PROBLEM DESCRIPTION
Reproduce the following entries verbatim, each one complete.

== SOURCE MATERIAL

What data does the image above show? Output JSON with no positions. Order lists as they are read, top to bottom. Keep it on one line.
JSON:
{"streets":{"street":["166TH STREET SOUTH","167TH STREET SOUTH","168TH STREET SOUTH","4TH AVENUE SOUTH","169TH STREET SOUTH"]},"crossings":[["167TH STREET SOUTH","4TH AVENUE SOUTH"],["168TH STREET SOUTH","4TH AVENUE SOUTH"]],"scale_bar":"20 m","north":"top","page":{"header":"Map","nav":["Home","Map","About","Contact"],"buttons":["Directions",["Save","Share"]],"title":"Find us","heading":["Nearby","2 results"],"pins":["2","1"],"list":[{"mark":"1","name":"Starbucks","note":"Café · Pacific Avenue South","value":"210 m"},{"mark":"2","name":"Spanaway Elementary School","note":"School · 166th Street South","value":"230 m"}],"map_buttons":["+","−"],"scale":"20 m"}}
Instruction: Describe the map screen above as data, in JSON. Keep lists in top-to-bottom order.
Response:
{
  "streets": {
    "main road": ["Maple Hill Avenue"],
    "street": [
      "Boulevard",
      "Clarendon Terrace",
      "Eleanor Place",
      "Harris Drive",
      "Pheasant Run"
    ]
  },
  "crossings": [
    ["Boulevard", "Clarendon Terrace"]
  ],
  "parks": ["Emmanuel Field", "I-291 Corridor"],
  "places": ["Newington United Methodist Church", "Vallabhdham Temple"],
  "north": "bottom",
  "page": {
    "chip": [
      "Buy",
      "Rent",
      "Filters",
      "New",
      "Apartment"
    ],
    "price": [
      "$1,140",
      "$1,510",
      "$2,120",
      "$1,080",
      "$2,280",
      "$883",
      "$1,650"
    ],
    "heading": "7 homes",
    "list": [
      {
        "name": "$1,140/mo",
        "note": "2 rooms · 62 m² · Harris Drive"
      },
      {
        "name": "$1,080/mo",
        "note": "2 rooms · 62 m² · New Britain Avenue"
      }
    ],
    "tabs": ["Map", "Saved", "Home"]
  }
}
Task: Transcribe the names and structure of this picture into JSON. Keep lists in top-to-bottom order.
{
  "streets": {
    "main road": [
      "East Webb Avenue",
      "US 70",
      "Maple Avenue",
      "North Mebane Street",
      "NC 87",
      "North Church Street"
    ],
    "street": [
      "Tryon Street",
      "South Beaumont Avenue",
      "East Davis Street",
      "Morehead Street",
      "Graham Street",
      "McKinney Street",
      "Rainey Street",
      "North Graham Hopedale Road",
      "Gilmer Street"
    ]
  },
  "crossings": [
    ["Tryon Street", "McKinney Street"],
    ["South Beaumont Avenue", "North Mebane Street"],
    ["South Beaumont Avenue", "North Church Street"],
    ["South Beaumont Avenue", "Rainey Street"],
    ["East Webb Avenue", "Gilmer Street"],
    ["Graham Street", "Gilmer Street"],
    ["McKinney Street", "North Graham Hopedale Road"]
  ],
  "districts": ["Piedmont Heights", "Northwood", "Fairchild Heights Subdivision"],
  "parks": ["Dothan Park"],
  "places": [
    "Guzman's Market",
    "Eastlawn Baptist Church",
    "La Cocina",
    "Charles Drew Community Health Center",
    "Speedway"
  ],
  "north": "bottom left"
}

====

SOLUTION FOR THIS PROBLEM
What data does the image above show? Output JSON with no positions. Order lists as they are read, top to bottom. Keep it on one line.
JSON:
{"streets":{"street":["166TH STREET SOUTH","167TH STREET SOUTH","168TH STREET SOUTH","4TH AVENUE SOUTH","169TH STREET SOUTH"]},"crossings":[["167TH STREET SOUTH","4TH AVENUE SOUTH"],["168TH STREET SOUTH","4TH AVENUE SOUTH"]],"scale_bar":"20 m","north":"top","page":{"header":"Map","nav":["Home","Map","About","Contact"],"buttons":["Directions",["Save","Share"]],"title":"Find us","heading":["Nearby","2 results"],"pins":["2","1"],"list":[{"mark":"1","name":"Starbucks","note":"Café · Pacific Avenue South","value":"210 m"},{"mark":"2","name":"Spanaway Elementary School","note":"School · 166th Street South","value":"230 m"}],"map_buttons":["+","−"],"scale":"20 m"}}
Instruction: Describe the map screen above as data, in JSON. Keep lists in top-to-bottom order.
Response:
{
  "streets": {
    "main road": ["Maple Hill Avenue"],
    "street": [
      "Boulevard",
      "Clarendon Terrace",
      "Eleanor Place",
      "Harris Drive",
      "Pheasant Run"
    ]
  },
  "crossings": [
    ["Boulevard", "Clarendon Terrace"]
  ],
  "parks": ["Emmanuel Field", "I-291 Corridor"],
  "places": ["Newington United Methodist Church", "Vallabhdham Temple"],
  "north": "bottom",
  "page": {
    "chip": [
      "Buy",
      "Rent",
      "Filters",
      "New",
      "Apartment"
    ],
    "price": [
      "$1,140",
      "$1,510",
      "$2,120",
      "$1,080",
      "$2,280",
      "$883",
      "$1,650"
    ],
    "heading": "7 homes",
    "list": [
      {
        "name": "$1,140/mo",
        "note": "2 rooms · 62 m² · Harris Drive"
      },
      {
        "name": "$1,080/mo",
        "note": "2 rooms · 62 m² · New Britain Avenue"
      }
    ],
    "tabs": ["Map", "Saved", "Home"]
  }
}
Task: Transcribe the names and structure of this picture into JSON. Keep lists in top-to-bottom order.
{
  "streets": {
    "main road": [
      "East Webb Avenue",
      "US 70",
      "Maple Avenue",
      "North Mebane Street",
      "NC 87",
      "North Church Street"
    ],
    "street": [
      "Tryon Street",
      "South Beaumont Avenue",
      "East Davis Street",
      "Morehead Street",
      "Graham Street",
      "McKinney Street",
      "Rainey Street",
      "North Graham Hopedale Road",
      "Gilmer Street"
    ]
  },
  "crossings": [
    ["Tryon Street", "McKinney Street"],
    ["South Beaumont Avenue", "North Mebane Street"],
    ["South Beaumont Avenue", "North Church Street"],
    ["South Beaumont Avenue", "Rainey Street"],
    ["East Webb Avenue", "Gilmer Street"],
    ["Graham Street", "Gilmer Street"],
    ["McKinney Street", "North Graham Hopedale Road"]
  ],
  "districts": ["Piedmont Heights", "Northwood", "Fairchild Heights Subdivision"],
  "parks": ["Dothan Park"],
  "places": [
    "Guzman's Market",
    "Eastlawn Baptist Church",
    "La Cocina",
    "Charles Drew Community Health Center",
    "Speedway"
  ],
  "north": "bottom left"
}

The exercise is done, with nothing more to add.